The programme is set up to use the "noisy_gaussian_with_errors.csv" file by default. These 3 files can be used to test that you understand how to use the code.

In [8]:
import matplotlib.pyplot as plt
from scipy.optimize import curve_fit
import pandas as pd
import numpy as np
import math
import ipywidgets as widgets
from IPython.display import display

"""
This cell contains most of the user inputs necessary for the curve fitting.

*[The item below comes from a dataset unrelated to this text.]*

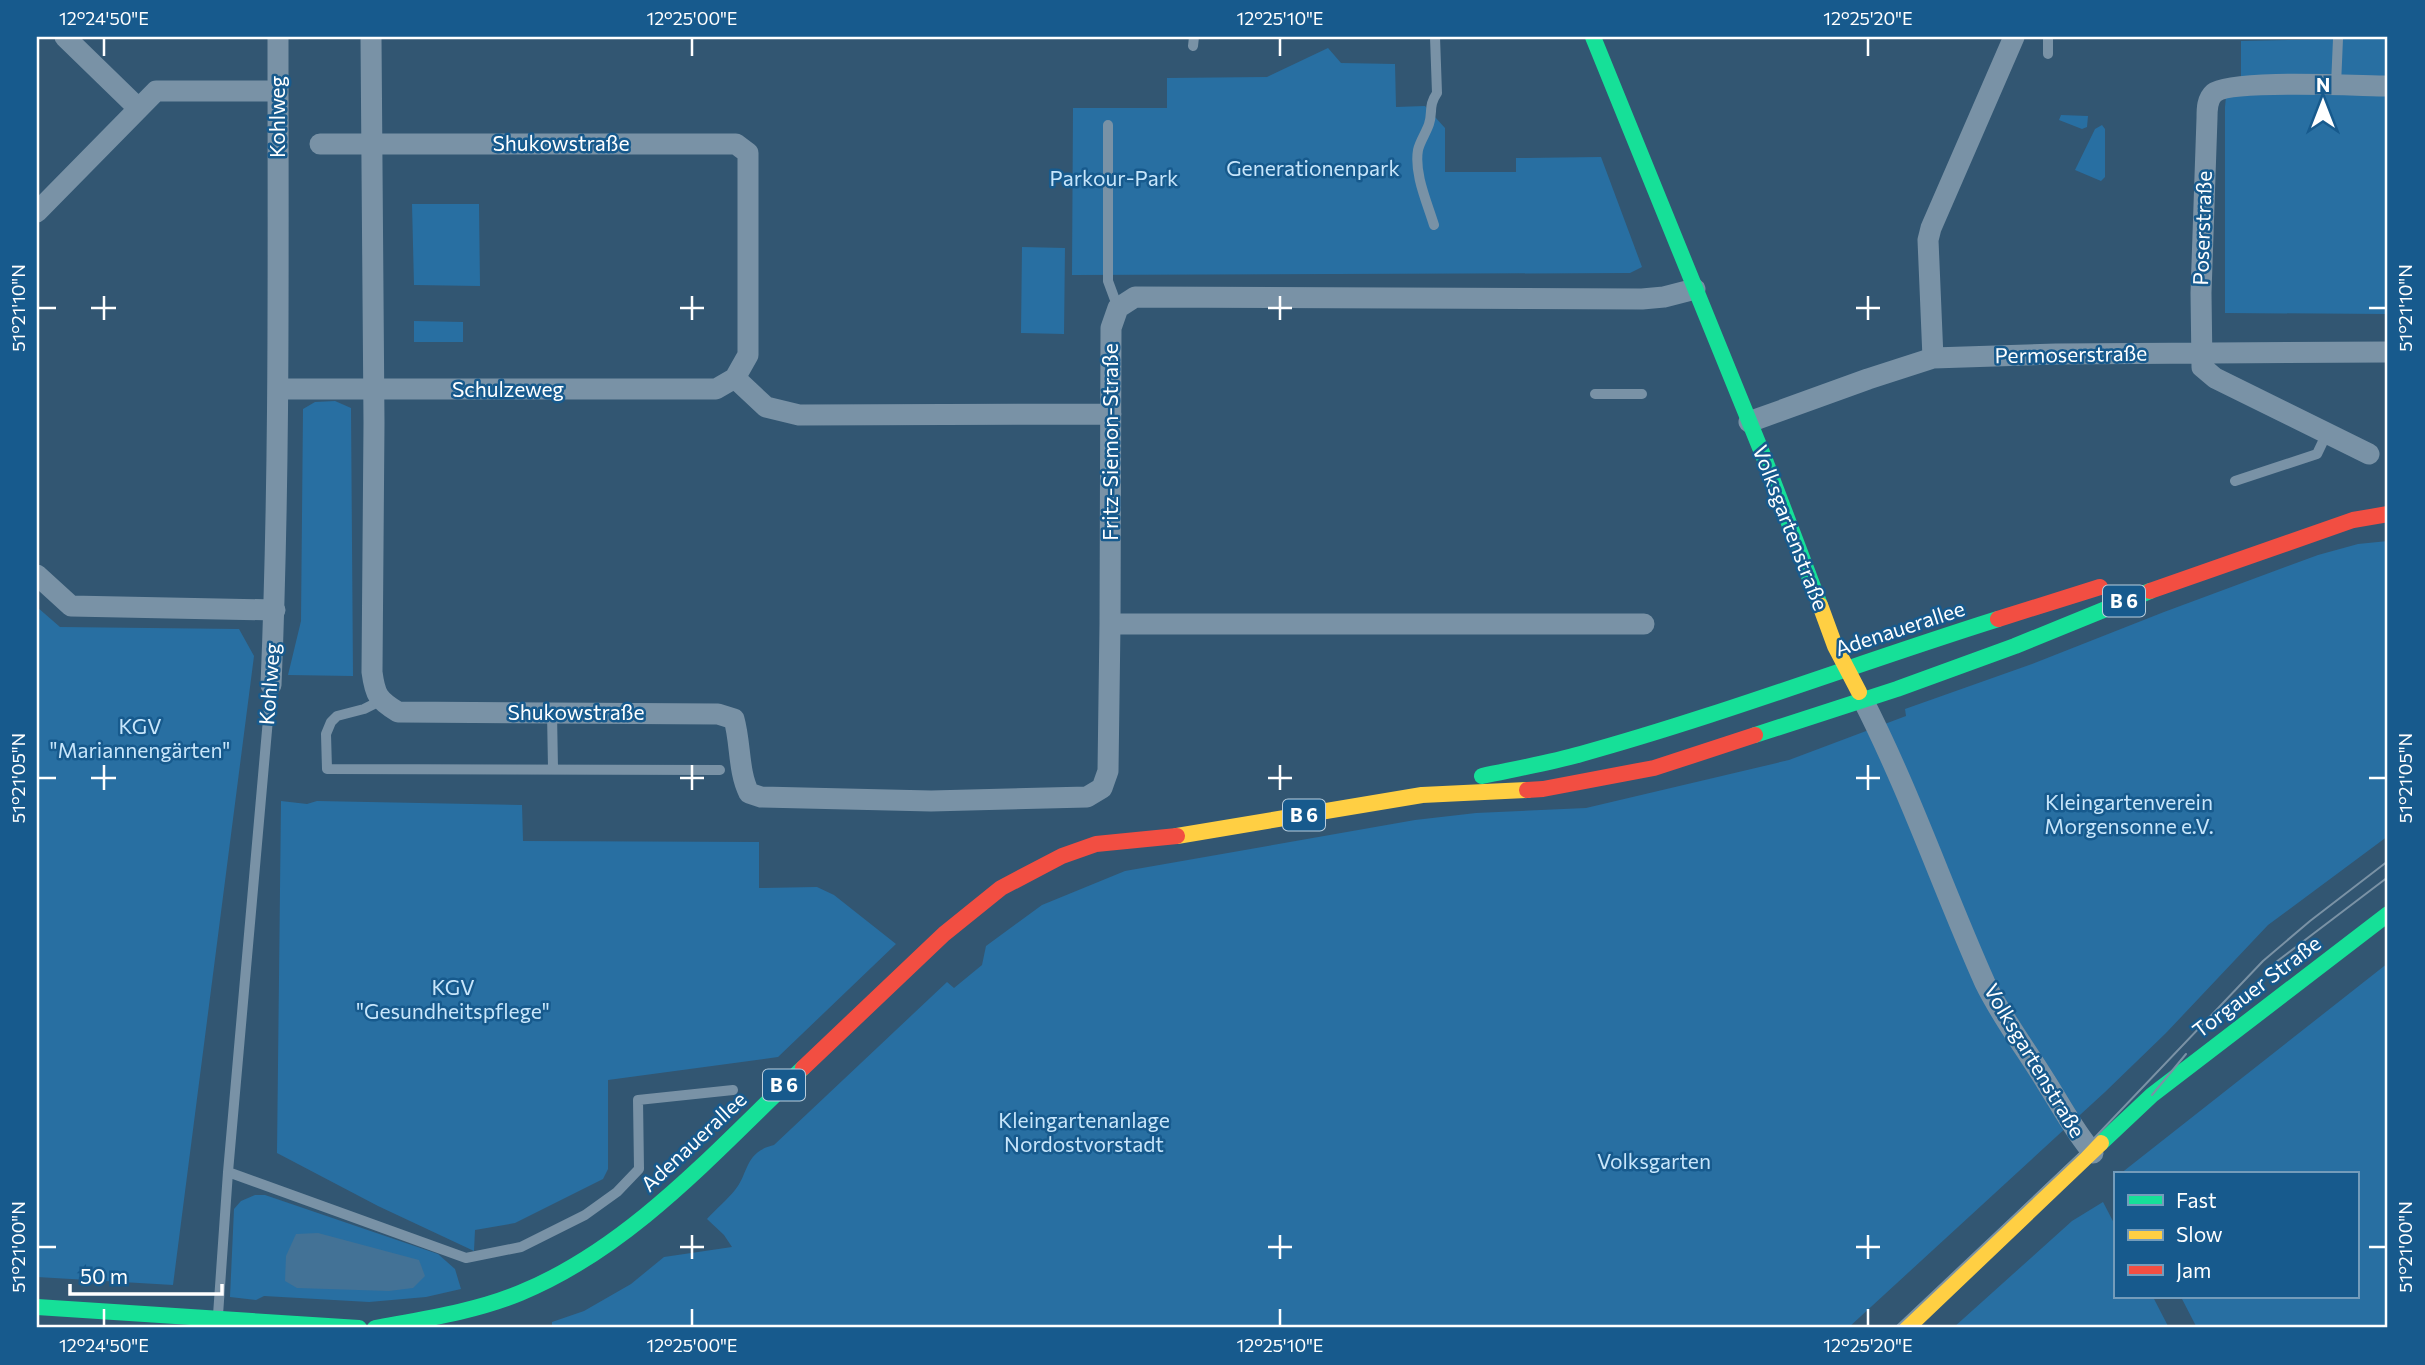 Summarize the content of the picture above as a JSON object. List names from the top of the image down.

filename is the location of the csv you wish to import data from to fit a line to.
num_of_const is the number of coefficients you wish to fit in the equation of the line.
x_axis_name and y_axis_name are the names of the axes in the final plot with a fitted line.
has_x_errors and has_y_errors are booleans stating whether there are symmetric errors on the x and y axis data points.
x/y_data_column and x/y_error_column are set to the index of the column of data in the csv using 0 based indexing (the first column is index 0).
monte_carlo_repeats is the number of times the data is randomised and fit to within the monte carlo method of propagating errors (see final box for more details).
"""

filename = "noisy_gaussian_with_errors.csv"
num_of_const = 4
x_axis_name = "X axis"
y_axis_name = "Y axis"

# Set to True or False depending on if there are errors for that data in the csv file.
has_x_errors = True
has_y_errors = True

# Symmetric errors are assumed. If there are no columns with errors set them to any value.
x_data_column = 0
x_error_column = 1
y_data_column = 2
y_error_column = 3

monte_carlo_repeats = 10000

In [9]:
"""
This is the function describing the line you want to fit to.
By default set up for a straight line fit.
- consts is a list of the constants to be fitted in the function.
- x is the input x axis points.

If the input of args is a single list then the tuple args will be unpacked.
"""

def fit_function(x, *args):
    
    # Allows either a single list containing all of the coefficients to be passed in or the coefficients to be passed in as
    # individual arguments by unpacking the list from the tuple if a list is passed in.
    if type(args[0]) == list:
        args = args[0]
    
    # Define coefficients here from args to be used in the equation.
    A = args[0]
    B = args[1]
    C = args[2]
    D = args[3]
    
    # The following equation contains the form of the line you wish to fit to your data.
    # It is assumed that you pass in the data corresponding to the x axis as defined in the previous cell to return the y axis.
    """Change this equation and the coefficient definitions above to change the form of the equation."""
    y = A*np.exp(-B*(x-C)**2) + D
    
    return y

The following cell changes the backend to an interactive backend to allow for changing plots. It requires the "ipympl" package.

In [10]:
%matplotlib notebook

In [11]:
"""
This cell imports the data.
"""

# The data is imported from the csv file using pandas as numpy arrays.
df1 = pd.read_csv(filename)
x_data = df1[df1.columns[x_data_column]].values
y_data = df1[df1.columns[y_data_column]].values

# The errors are also imported if present and otherwise set to a None type to be passed into the matplotlib errorbar 
# function later.
if has_x_errors:
    x_data_err = df1[df1.columns[x_error_column]].values
else:
    x_data_err = None
if has_y_errors:
    y_data_err = df1[df1.columns[y_error_column]].values
else:
    y_data_err = None

# The x data for the line we're presenting to the user at the end with fitted data will go 10% further than the experimental
# data on both ends.
start = x_data.min() - 0.1*(x_data.max()-x_data.min())
end = x_data.max() + 0.1*(x_data.max()-x_data.min())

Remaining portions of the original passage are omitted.